But is there a “rise” of terra-cotta afoot? I hope so. The article’s author, Mike Jackson, writes, “While architectural terra-cotta largely disappeared by the mid-20th century, there is now an active market for terra-cotta restoration products to maintain the legacy of landmark terra-cotta buildings.” He has nothing to say, it seems, about the usefulness of terra-cotta in constructing new traditional buildings. And yet most of the New Jersey Terra Cotta Co. pamphlet from which Jackson draws his article’s illustrations is devoted to terra-cotta used as wall construction systems for new buildings. Maybe members of the TradArch list who read this can comment on whether terra-cotta is on the way back.

Either way, backward-looking though it may be, and assuming its editors are not rolling their eyes in dismay that they must put this sort of thing on their pages, Architect merits applause for running the piece. It is accompanied by some very interesting commercial promotions from the archives of the Building Technology Heritage Library, a project of the Association for Preservation Technology. Definitely worth a look.

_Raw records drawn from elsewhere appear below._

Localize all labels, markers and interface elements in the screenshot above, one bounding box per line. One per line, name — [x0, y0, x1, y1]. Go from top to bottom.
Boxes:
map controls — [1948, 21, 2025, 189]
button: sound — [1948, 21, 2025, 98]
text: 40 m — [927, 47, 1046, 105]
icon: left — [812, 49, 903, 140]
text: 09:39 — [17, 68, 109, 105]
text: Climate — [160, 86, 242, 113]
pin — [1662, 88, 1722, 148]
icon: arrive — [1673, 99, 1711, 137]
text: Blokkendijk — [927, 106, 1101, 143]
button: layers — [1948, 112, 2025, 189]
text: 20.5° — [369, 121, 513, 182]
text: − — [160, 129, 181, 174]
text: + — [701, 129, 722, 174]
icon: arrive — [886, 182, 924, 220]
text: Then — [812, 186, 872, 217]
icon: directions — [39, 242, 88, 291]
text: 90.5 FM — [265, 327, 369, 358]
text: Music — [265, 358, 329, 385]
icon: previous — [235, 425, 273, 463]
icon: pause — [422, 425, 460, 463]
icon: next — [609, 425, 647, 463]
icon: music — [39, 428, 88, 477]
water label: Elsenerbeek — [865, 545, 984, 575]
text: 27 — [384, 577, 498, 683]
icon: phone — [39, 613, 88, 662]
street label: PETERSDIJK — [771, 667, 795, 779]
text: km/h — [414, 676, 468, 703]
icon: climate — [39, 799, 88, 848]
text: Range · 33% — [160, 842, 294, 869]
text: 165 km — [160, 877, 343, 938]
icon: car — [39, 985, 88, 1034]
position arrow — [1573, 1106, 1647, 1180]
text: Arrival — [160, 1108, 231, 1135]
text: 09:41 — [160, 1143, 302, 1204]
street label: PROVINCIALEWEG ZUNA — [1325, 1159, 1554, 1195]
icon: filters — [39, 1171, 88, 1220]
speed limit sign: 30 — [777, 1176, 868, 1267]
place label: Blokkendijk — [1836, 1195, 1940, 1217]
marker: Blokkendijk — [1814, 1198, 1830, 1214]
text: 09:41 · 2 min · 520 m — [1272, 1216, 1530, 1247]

Gary Brewer, a partner at Robert A.M. Stern Architects, writes of the firm Roman and Williams, leaders in the “slow design” movement specializing in craft interiors, but also branching out into whole buildings:

Roman and Williams’s Fitzroy apartment building which is under construction in the Meatpacking District is clad in terra cotta.  I was invited to their developer’s launch party at the Boom Boom Room (which R&W designed in the Standard Hotel) and if the crowd was any indication terra cotta could join the palette of materials of the hip set once the building is complete.  Building materials are not immune to the shifts of fashion.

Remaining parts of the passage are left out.